Bifurcación de caminos en el bosque.

En el año 2117 todo el arte realizado por las inteligencias humanas será político y tendrá consecuencias e influencia directa sobre los escasos asuntos públicos que aún animan la vida de la gente en esta época. La mayor parte de las políticas humanas habrá quedado reducida al estricto ámbito de decisión acordado con las inteligencias artificiales (dejando fuera, por ejemplo, la protección del medio ambiente, la producción y suministro de bienes, alimentos y energía). En tales circunstancias la política estará en manos de los artistas y se realizará siguiendo su dictado, expresado mediante obras de arte.

En este futuro, que pude conocer de primera mano, la opinión de los artistas será vinculante y ejecutiva. Se acudirá al arte como se acudía en tiempos de los griegos y de los hebreos antiguos a los oráculos, aquellas sagradas instituciones de adivinación, en busca de orientación y respuesta a las más variadas cuestiones.

Las obras de arte ya no serán meras ilustraciones, cromos o estampas al servicio de los poderosos. Ya no serán un retrato autocomplaciente, la imagen de las clases dominantes frente a sus posesiones y privilegios materiales y simbólicos. Tampoco serán posesiones deseables ellas mismas, objetos raros y exclusivos al alcance de unos pocos adinerados. No existirá ninguna clase de comercio en esta época y, por tanto, tampoco el arte será objeto de negocio. El poder no se manifestará, en definitiva, en el ejercicio de un férreo control sobre lo imaginario, sino que será el arte el que dominará a la política, el lugar desde donde se ejercerá un poder imaginativo, favorable a la sensualidad y, casi siempre, juguetón e inofensivo, pero verdadero.

Pondré algunos ejemplos. La decisión de borrar los antiguos caminos que surcaban desde tiempos remotos el tupido bosque junto al que se situaba la morada de mis anfitriones y de trazar rutas nuevas, fue instada directamente desde el estudio de un artista. Responsable también, y por las mismas fechas, de una decisión muy diferente, la legalización del matrimonio de hasta ocho personas. El nuevo trazado de caminos en el bosque no requirió autorización de ningún tipo, ni cibernética ni humana. Y la promulgación de la norma que daba amparo legal al matrimonio extenso, requirió únicamente de la simulación dramática de este nuevo estado civil cara al público. Representación realizada por el propio artista, con la colaboración de familia y amigos, también artistas.

A decir verdad, a principios del siglo XXII se habrá cumplido plenamente una vieja profecía del arte de vanguardia del siglo XX. Todos los seres humanos serán artistas. Al ser las inteligencias artificiales muy superiores en todos los órdenes a las inteligencias naturales, el ser humano quedará abocado al arte como último refugio. Un arte, entonces, sólo limitado por el limitado alcance de su poder político.

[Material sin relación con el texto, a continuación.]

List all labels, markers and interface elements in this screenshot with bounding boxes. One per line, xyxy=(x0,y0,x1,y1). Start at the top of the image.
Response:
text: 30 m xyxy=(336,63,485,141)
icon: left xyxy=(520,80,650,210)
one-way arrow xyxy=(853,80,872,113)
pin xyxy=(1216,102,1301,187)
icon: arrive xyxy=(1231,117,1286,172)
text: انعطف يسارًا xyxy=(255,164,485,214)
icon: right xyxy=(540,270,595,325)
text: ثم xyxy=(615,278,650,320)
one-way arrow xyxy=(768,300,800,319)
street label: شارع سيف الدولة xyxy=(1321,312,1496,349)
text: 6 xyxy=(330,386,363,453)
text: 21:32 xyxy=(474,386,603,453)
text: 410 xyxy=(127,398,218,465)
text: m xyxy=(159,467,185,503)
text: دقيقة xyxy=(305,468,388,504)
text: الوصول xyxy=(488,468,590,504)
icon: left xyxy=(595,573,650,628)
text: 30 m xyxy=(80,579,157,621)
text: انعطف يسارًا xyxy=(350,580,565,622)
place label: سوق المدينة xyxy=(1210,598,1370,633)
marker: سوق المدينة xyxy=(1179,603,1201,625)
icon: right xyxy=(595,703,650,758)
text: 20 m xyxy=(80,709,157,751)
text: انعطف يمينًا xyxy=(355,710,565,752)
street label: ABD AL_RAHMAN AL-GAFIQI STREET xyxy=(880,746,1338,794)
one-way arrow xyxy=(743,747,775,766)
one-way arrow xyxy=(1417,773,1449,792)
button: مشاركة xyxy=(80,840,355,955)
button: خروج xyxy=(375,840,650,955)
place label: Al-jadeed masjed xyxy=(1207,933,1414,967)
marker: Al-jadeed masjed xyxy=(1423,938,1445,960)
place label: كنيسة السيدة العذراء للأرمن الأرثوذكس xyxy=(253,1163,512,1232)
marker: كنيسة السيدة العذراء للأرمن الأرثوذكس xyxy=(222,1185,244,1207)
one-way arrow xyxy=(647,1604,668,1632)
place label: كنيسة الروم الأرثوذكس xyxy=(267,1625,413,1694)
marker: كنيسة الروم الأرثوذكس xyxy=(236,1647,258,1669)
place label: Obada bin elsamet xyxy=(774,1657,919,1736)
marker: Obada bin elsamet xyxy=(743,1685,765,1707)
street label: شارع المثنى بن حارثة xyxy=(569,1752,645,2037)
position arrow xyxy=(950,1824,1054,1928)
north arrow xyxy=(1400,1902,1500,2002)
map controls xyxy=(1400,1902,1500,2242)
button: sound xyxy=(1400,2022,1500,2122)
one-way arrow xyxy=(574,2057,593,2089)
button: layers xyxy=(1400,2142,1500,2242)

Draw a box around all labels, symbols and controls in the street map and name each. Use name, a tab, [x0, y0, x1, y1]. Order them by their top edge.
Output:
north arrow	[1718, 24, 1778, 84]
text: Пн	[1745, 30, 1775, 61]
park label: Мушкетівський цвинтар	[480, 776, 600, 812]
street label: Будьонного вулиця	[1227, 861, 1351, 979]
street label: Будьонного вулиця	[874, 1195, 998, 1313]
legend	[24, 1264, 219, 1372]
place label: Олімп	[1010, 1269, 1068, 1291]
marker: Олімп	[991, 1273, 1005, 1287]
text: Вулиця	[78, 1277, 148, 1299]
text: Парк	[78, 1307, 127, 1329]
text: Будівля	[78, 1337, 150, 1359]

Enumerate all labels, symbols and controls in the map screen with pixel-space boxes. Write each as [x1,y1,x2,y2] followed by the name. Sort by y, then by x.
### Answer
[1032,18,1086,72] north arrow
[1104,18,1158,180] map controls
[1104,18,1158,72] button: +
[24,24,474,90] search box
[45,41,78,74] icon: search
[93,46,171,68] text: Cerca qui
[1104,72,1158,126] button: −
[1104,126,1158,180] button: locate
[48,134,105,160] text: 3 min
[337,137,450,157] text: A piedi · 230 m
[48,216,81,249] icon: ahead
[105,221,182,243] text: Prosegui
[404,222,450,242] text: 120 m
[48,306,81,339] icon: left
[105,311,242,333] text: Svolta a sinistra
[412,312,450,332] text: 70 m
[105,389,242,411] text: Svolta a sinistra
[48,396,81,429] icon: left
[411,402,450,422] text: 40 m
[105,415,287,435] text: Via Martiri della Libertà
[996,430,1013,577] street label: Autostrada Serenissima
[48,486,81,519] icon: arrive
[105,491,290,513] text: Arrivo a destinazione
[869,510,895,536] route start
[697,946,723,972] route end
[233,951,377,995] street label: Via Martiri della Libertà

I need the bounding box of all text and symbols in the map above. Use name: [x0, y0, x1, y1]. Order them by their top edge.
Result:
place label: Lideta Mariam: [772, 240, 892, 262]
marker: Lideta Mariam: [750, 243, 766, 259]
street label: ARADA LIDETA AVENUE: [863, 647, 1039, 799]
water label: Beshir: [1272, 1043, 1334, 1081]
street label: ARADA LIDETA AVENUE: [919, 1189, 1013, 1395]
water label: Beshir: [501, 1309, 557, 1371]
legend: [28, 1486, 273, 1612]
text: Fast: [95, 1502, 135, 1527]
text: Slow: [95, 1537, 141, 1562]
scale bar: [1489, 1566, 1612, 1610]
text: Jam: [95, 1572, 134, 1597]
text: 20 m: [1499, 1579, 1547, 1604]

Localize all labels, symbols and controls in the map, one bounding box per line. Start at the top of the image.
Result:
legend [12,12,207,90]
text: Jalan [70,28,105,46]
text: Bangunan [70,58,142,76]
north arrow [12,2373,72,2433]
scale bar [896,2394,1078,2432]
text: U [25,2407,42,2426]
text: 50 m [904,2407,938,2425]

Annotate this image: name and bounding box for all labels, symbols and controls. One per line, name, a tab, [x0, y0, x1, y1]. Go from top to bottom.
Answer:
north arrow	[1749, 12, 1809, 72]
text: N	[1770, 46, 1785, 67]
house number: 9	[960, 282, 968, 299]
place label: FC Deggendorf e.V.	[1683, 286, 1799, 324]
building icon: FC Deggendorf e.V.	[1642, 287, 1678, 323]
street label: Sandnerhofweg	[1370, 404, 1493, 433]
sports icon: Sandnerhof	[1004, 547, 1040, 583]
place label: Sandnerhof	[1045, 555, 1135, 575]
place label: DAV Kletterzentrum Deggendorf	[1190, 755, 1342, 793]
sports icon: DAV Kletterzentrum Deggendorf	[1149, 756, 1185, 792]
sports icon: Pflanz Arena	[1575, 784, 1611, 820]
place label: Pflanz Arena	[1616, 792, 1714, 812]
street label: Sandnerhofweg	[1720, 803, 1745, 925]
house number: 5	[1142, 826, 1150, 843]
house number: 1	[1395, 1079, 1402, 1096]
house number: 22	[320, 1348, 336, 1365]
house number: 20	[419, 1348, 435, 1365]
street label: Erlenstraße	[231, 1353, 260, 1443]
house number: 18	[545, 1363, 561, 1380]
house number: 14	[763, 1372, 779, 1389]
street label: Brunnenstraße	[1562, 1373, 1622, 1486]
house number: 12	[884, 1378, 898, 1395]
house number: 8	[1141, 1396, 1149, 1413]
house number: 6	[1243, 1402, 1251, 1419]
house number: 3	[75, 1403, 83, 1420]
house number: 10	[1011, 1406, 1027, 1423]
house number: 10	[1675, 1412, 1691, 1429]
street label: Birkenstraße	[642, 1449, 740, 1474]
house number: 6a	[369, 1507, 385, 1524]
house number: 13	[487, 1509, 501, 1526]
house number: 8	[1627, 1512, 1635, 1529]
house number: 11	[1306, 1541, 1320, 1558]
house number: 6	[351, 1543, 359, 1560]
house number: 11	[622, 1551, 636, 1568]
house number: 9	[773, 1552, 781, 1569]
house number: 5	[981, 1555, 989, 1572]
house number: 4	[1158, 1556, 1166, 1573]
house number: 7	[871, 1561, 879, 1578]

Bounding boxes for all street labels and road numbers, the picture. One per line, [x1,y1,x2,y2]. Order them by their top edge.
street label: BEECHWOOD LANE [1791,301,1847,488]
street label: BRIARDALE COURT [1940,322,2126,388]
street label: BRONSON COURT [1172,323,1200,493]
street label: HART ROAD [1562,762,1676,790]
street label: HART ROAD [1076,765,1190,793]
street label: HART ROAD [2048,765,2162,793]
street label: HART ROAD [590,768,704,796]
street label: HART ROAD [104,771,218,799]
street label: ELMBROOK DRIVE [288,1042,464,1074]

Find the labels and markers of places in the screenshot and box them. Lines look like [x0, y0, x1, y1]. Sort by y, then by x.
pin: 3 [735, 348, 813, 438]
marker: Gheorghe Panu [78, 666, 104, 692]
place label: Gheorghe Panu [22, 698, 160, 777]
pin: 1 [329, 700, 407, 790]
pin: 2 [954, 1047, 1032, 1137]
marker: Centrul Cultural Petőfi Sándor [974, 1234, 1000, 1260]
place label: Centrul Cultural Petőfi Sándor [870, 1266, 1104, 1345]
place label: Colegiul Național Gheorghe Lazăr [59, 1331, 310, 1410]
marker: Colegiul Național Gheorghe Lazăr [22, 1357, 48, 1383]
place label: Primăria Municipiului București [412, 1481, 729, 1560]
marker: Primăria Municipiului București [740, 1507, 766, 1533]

Naturalmente, se contará con la asistencia completamente gratuita de tecnologías tan invisibles como poderosas. Gracias a ello, será posible, por ejemplo, la completa restauración de cualquier evento documentado, artístico o no, del pasado. Actividad que constituirá una de las más populares distracciones de masas. La lógica de esta tendencia me resultó evidente desde el primer momento. El inmenso pasado resultará la única vía de expansión de la humanidad, toda vez que el futuro le habrá sido completamente arrebatado por las tecnologías de inteligencia que habrá necesitado inventar para salvarse de sí misma.

Mencionaré como curiosidad a ese respecto la siguiente anécdota: en el año 2117 tuve la oportunidad de asistir como espectador a la sensorio proyección de la primera y única presentación al público de algunas de las obras de arte político en las que tuve un papel protagonista en 2013 y 2014, unos años antes de emprender el viaje al futuro que ahora relato. He de decir que la experiencia, vicaria pero completa, de mi presencia y participación en tales obras (pertenecientes a un pasado, a la vez, próximo y remoto) no me resultó decepcionante del todo (quiero decir, a la luz de mi actual perspectiva). Salvo por la magra asistencia de público, apenas nueve personas. Es decir, yo mismo y un matrimonio de modernos, coleccionista de eventos artísticos ultraperiféricos del siglo XXI.